I remembered all of this, as one does, in a flash-- this is how our brains work-- we get a cue, and we unravel the relevant 'bank' with all its stored observations and details: a profile, like our own personal Facebook page we create for each of our friends-- facts, details, family names, images of moments we have shared or imagined from conversations and communications.  I used to pride myself on something of a 'phonographic' memory; I recall sounds-- associated music, accents and voices...  and images... the setting, geographic details-- how I stared at a painting on the wall while someone unburdened themselves of a sad story... the way the old window sashes crossed while my mother read aloud the March Hare or the Lilliputians.

It felt especially pertinent-- this associative process-- because less than a minute into today's phone call, I realized this woman had dialed a number she found on a random scrap of paper... had no idea who I was, confessed to having a terrible memory... commended me on mine... did not recognize my name, insisted after a bit that she'd met me at a meeting and we'd gone to a bar (not a chance), etc.  I asked her where she lived... she mentioned the number 104 and couldn't seem to move on from there. You're on the west side, yes, I suggested...? and she replied, Not very far west, I think.  By the end of the brief interrogation-- she began repeating questions... her focus was disintegrating.  I began to inquire, hoping to steer her into some familiar space, as I used to corral my mother in her dementia into some small fenced-in area in which she could function.  Her book-- she'd tried to write and failed...  I eventually hit a wall-- had to somehow disengage; she took my number (!) and asked if we could get together... having me carefully spell my last name.  I will be very surprised to hear from her, or perhaps she will call again tomorrow, looking somehow for some mental foothold.

On the street I felt a little distraught; after all, we are about the same age and I'd recently watched my own mother take the slow fade from bright and bitchy to a milky soup of confused and unrelated word-strings.  So I took time to listen to one of the chattier housekeepers who was often out walking her pair of lazy retrievers. She'd raised 3 children whose mother had just died of a terrible cancer;  the kids were acting out and the father was already dating.  The dogs were not healthy...  one was worse than the other; the housekeeper's accent was slightly Caribbean.  Where were they going for the summer?  I memorized her braids, her part-- the way her left eye was brighter than the right-- her lovely teeth...  Stories... I needed stories.  I stopped to listen along my 10-block way.  I spoke,  I watched... I heard sirens... followed firetrucks and ambulances until they disappeared... noticed baristas and customers inside shops.  They nourish me.  I need them.

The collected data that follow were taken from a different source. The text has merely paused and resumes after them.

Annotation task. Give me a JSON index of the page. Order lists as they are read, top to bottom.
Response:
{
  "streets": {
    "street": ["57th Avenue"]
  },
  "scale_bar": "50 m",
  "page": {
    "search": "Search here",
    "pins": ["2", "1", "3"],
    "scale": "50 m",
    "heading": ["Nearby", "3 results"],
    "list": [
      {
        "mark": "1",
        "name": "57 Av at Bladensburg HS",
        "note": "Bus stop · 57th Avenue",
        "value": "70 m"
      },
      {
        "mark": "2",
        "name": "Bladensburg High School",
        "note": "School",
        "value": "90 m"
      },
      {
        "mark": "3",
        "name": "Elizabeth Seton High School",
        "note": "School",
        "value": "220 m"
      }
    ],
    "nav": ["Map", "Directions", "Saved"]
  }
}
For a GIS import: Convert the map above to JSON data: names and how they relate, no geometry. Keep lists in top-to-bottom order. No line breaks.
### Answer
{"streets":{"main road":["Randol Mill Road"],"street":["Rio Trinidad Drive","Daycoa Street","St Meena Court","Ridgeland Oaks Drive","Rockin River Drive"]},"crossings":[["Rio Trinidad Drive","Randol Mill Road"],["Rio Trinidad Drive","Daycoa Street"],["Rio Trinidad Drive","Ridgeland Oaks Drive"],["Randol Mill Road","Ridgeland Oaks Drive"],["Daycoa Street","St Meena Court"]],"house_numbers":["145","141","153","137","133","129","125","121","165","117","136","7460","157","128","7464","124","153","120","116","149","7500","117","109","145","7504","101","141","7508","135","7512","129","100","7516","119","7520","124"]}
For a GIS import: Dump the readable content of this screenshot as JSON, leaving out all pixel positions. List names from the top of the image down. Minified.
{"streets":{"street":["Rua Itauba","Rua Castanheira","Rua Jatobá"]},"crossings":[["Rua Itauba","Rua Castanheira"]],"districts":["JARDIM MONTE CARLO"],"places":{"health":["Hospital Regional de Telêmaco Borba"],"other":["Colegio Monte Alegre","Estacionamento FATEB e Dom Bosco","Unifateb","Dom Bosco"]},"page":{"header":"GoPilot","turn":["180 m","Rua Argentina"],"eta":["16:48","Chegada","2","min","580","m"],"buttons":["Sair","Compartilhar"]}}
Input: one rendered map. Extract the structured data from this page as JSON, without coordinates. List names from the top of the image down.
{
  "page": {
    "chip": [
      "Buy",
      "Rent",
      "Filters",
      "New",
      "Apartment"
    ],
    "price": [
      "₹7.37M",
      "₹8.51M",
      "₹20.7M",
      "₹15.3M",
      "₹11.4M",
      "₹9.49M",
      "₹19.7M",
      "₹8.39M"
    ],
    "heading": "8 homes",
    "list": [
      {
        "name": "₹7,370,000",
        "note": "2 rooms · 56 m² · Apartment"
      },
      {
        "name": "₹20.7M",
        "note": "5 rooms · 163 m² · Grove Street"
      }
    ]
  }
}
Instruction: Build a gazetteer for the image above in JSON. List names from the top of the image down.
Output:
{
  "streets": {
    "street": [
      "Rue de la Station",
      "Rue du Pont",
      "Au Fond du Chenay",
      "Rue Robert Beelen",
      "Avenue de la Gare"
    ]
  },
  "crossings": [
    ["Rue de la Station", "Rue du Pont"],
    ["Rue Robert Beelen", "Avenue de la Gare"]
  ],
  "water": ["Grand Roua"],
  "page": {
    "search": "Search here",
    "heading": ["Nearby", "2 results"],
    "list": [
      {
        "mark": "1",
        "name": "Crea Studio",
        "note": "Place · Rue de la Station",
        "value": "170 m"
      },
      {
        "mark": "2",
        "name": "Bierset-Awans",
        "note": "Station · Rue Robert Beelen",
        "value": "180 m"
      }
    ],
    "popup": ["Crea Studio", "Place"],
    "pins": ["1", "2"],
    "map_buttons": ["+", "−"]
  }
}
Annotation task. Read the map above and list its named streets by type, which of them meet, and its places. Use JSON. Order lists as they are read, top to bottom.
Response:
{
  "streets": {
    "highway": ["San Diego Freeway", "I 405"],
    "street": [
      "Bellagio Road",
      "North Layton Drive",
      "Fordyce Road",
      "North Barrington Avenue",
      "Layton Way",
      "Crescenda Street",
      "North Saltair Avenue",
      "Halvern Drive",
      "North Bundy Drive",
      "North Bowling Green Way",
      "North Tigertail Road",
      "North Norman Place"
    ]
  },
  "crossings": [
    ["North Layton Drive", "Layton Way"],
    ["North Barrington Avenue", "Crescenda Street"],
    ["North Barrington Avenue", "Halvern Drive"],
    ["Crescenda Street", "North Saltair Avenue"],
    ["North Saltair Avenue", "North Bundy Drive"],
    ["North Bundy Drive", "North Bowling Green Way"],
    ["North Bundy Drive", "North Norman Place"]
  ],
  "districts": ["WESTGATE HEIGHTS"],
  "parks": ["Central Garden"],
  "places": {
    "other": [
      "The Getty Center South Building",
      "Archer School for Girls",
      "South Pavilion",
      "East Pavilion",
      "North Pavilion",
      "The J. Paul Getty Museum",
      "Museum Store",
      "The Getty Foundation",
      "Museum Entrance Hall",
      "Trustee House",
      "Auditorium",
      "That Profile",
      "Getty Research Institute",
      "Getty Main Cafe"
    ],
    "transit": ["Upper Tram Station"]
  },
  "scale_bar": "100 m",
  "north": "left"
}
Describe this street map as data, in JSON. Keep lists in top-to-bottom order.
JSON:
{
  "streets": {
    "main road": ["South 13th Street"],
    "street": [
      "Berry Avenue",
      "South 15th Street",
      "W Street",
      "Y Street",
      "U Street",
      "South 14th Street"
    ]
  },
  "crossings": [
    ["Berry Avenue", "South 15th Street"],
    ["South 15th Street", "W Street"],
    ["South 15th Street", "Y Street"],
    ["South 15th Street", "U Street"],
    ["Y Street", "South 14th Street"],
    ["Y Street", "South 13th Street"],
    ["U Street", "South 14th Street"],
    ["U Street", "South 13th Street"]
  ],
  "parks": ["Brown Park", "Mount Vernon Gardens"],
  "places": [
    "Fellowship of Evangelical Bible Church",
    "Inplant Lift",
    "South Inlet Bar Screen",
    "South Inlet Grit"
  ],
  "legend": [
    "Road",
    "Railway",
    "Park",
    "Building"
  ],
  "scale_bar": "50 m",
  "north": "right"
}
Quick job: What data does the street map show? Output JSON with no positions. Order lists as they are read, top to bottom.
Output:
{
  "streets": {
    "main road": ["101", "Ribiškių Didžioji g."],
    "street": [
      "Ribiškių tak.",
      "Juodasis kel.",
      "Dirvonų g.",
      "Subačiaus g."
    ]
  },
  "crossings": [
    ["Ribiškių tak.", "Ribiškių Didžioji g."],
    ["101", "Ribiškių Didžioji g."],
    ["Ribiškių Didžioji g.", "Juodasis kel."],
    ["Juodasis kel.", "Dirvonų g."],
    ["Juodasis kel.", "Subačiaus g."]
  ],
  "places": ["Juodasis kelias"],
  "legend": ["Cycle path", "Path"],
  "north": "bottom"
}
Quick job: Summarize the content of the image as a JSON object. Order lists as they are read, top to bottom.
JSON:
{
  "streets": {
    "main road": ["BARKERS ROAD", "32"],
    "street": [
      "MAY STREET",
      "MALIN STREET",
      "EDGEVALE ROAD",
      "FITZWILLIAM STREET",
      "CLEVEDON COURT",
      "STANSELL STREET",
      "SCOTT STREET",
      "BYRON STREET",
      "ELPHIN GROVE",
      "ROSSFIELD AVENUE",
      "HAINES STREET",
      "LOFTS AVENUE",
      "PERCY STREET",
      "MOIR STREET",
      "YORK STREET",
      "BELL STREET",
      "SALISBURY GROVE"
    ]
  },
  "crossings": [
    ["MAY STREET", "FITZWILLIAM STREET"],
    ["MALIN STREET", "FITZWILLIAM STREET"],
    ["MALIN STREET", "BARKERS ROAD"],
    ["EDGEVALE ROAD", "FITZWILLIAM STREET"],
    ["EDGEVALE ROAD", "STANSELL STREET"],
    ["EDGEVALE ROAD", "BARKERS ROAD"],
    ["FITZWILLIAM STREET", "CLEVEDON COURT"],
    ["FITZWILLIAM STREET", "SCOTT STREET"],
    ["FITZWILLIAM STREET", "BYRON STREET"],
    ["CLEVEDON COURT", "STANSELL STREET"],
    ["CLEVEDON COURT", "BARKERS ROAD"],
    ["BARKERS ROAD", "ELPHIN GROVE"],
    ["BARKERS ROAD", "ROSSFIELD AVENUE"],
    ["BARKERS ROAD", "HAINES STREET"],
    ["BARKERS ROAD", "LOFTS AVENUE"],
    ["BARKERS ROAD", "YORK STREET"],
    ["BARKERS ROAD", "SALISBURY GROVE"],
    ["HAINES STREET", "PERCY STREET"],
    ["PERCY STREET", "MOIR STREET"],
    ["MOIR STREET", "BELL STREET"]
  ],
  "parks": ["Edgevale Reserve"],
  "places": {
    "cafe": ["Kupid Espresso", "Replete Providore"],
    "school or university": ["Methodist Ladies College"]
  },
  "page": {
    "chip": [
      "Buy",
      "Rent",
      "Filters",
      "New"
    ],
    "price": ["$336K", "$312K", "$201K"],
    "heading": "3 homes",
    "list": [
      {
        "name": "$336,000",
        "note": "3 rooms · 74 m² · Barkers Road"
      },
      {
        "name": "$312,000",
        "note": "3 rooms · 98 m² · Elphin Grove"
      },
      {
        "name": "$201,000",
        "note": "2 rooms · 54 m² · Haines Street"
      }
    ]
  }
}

Back home after a long evening, I retrieve my 'eye-photos'... I recall things, thoughts I've had... plots I've woven around simple facts and remarks.... nothing remarkable today-- a few confessions and bad date-stories, a friend's itinerary... some phone calls... music... my Latin Hip-Hop class where thankfully I am able to reproduce the chain of steps that constitute a routine... I know whose voice the singer reminds me of, what melody has been stolen... I've written lyrics in my head, forgotten most of them... but still I am able to retrieve, to unpack a few folders.  Of course, at my age my mental knives could use sharpening--- but they function... for today, anyway.  It is like unpacking a small basket of groceries you have gathered for a modest meal.  It is there-- your substitutions, your little economies--  your process that will become something you will make.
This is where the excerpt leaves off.